“Supercomputers inform us about novel and more efficient ways of using combustion engines and give us new energy solutions in different areas of science,” Professor Dongarra said.
Speaking about the downsides of supercomputers, namely their requirement of massive storage drives, Jack Dongarra said that supercomputers need a tremendous amount of data and consume a lot of power that does not necessarily go into the computer itself.
“The supercomputers we have today require up to 10 megawatts of power and are the size of a basketball pitch.
When asked about the countries that now lead the world in the field of supercomputer design and use, Dr. Dongarra said that “China made tremendous investment in high-performance computing over last 15 years.”
He added that US government officials warned at a meeting in September 2016 that the country was in danger of losing its leadership in supercomputers to China.

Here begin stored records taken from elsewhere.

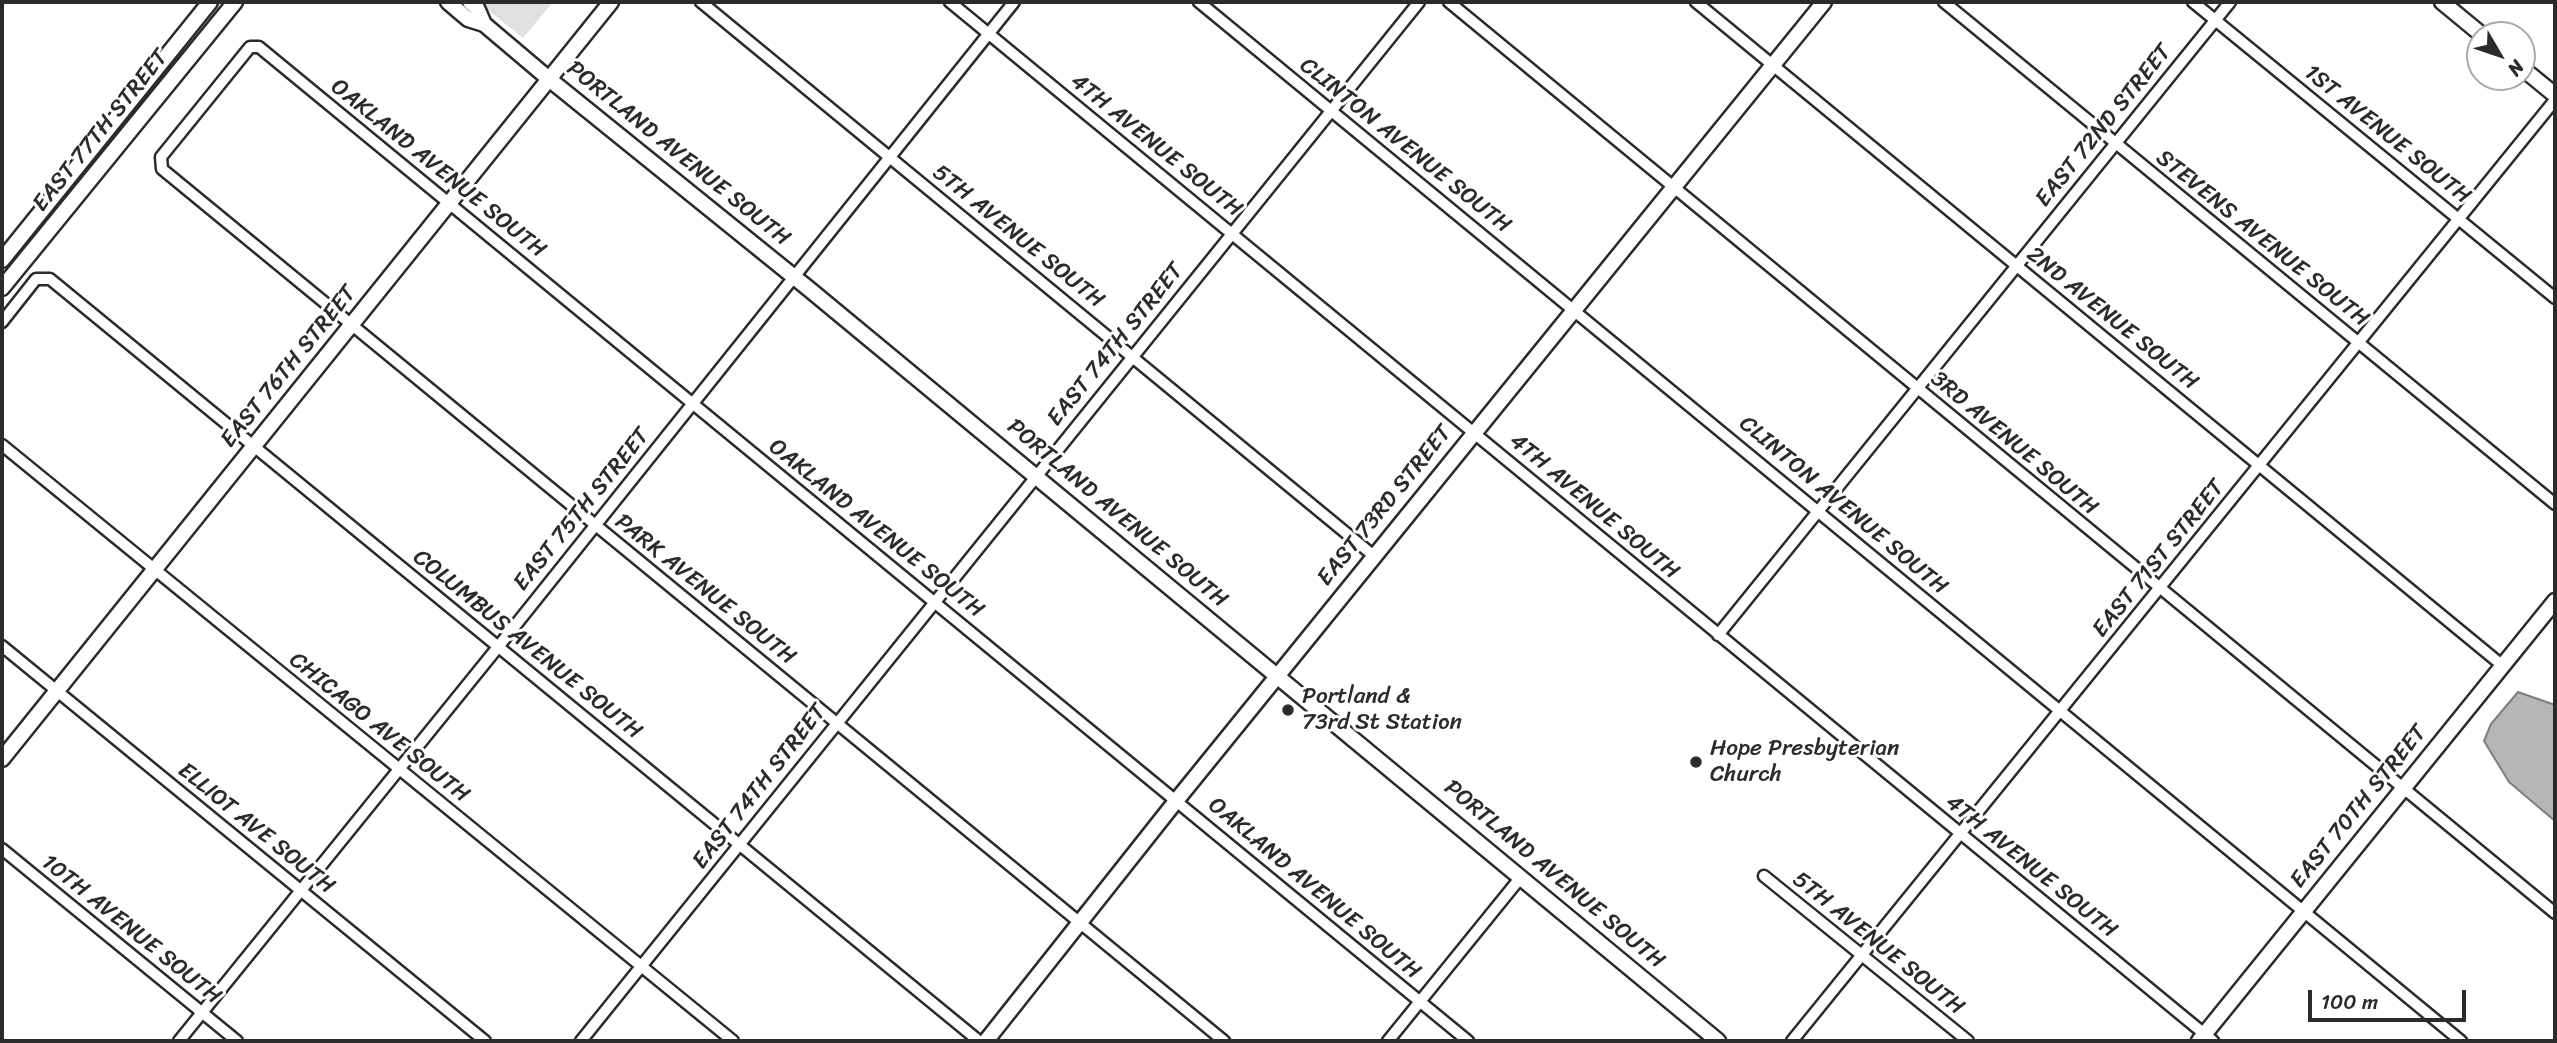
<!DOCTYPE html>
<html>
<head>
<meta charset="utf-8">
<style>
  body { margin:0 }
  #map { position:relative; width:2557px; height:1043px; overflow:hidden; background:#fff; font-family:Sriracha,sans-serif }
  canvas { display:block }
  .frame { position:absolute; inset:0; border:4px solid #2b2b2b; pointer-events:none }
  .north { position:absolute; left:2466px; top:21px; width:70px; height:70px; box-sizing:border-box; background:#fff; border:2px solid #aaa; border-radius:50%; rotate:129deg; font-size:19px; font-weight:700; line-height:28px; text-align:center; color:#2b2b2b }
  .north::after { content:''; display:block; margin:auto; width:24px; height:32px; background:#2b2b2b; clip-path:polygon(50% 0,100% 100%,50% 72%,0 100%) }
  .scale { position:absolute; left:2308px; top:990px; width:158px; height:32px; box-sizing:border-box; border:4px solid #2b2b2b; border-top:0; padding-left:9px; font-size:21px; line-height:24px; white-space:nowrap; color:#2b2b2b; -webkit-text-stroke:5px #fff; paint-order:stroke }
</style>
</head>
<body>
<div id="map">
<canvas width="2557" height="1043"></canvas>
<div class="frame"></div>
<div class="north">N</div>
<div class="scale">100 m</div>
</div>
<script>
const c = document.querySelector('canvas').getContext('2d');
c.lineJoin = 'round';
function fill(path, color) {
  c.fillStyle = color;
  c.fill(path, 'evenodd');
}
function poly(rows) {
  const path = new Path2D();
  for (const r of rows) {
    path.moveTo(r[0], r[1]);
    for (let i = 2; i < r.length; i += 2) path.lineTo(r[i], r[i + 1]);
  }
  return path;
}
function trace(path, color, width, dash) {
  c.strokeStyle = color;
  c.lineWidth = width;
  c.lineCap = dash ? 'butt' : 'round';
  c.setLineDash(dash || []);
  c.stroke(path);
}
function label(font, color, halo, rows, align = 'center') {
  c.font = font + ' Sriracha,sans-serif';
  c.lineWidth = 6;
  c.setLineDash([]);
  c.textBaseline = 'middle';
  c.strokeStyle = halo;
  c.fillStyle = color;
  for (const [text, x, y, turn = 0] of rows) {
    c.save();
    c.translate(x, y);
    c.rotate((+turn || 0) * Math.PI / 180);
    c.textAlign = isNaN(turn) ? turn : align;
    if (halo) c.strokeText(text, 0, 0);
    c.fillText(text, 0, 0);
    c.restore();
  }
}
fill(poly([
  [478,2,553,2,523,38]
]), '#e0e0e0');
const water = poly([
  [2518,692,2555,705,2555,821,2509,782,2484,741,2491,724,2518,692]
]);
fill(water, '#b6b6b6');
trace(water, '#7e7e7e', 2);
const street = poly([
  [701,2,1374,556],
  [950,2,2213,1041],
  [1199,2,2461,1041],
  [1449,2,2555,913],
  [1696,2,2503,666],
  [1944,2,2555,504],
  [2193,2,2555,298],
  [2,322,36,279,50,279,979,1041],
  [2,445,733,1041],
  [1718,635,2230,2],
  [2,646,485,1041],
  [2,849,237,1041],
  [1764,876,1968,1041],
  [179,1041,498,647,1014,2],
  [581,1041,1419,2],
  [1224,1041,162,169,161,157,250,47,259,47,1468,1041],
  [1388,1041,1521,877],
  [1792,1041,2555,100]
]);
const secondary = poly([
  [448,2,468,19,484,24,549,79,809,289,1718,1041],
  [470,2,477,8,484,24],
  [2442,2,2482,35],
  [2522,68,2555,95],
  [2,260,210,2],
  [2,288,235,2],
  [2,759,611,2],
  [986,1041,1176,801,1824,2],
  [2199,1041,2555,601]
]);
trace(street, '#2b2b2b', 15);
trace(secondary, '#2b2b2b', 19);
trace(street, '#fff', 10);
trace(secondary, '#fff', 14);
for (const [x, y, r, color] of [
  [1288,710,7,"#2b2b2b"],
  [1696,762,7,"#2b2b2b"]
]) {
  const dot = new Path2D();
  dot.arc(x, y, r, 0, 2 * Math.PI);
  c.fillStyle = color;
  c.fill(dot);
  trace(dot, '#fff', 2.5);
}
label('23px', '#2b2b2b', '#fff', [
  ["EAST 72ND STREET",2104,126,-51],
  ["EAST 77TH STREET",101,131,-51],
  ["1ST AVENUE SOUTH",2387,135,39],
  ["4TH AVENUE SOUTH",1156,146,39],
  ["CLINTON AVENUE SOUTH",1405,146,39],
  ["PORTLAND AVENUE SOUTH",678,154,39],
  ["OAKLAND AVENUE SOUTH",438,169,39],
  ["5TH AVENUE SOUTH",1018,237,39],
  ["STEVENS AVENUE SOUTH",2262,239,39],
  ["2ND AVENUE SOUTH",2112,319,39],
  ["EAST 74TH STREET",1116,345,-51],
  ["EAST 76TH STREET",289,367,-51],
  ["3RD AVENUE SOUTH",2014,444,40],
  ["EAST 73RD STREET",1385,506,-51],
  ["CLINTON AVENUE SOUTH",1843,506,40],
  ["4TH AVENUE SOUTH",1594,507,40],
  ["EAST 75TH STREET",582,510,-51],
  ["PORTLAND AVENUE SOUTH",1117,514,40],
  ["OAKLAND AVENUE SOUTH",876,529,39],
  ["EAST 71ST STREET",2159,559,-51],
  ["PARK AVENUE SOUTH",705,590,39],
  ["COLUMBUS AVENUE SOUTH",527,645,39],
  ["CHICAGO AVE SOUTH",379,728,39],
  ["EAST 74TH STREET",760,787,-52],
  ["EAST 70TH STREET",2359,807,-51],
  ["ELLIOT AVE SOUTH",256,829,39],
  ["4TH AVENUE SOUTH",2031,867,39],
  ["PORTLAND AVENUE SOUTH",1554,875,40],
  ["OAKLAND AVENUE SOUTH",1314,889,40],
  ["10TH AVENUE SOUTH",131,930,39],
  ["5TH AVENUE SOUTH",1878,944,39]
]);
label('23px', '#2b2b2b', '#fff', [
  ["Portland &",1302,697],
  ["73rd St Station",1302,723],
  ["Hope Presbyterian",1710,749],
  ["Church",1710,775]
], 'left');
</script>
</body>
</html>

“Supercomputers require tremendous investments in terms of financial investments and also in terms of science that goes with the calculations necessary to make proper use of these machines,” Jack Dongarra noted.
He added that the US is no longer number one in terms of computer hardware that makes the computers work. He said that China was investing massively in the development and production of such hardware and also software and that in almost every computer now at work in the world one can find China-made parts.
In 2016, a Chinese supercomputer built using domestic chip technology was declared the world’s fastest and reflected the country’s waning reliance on US semiconductor technology.
The Sunway TaihuLight is capable of performing 93 quadrillion calculations per second and is roughly five times more powerful than the speediest US system.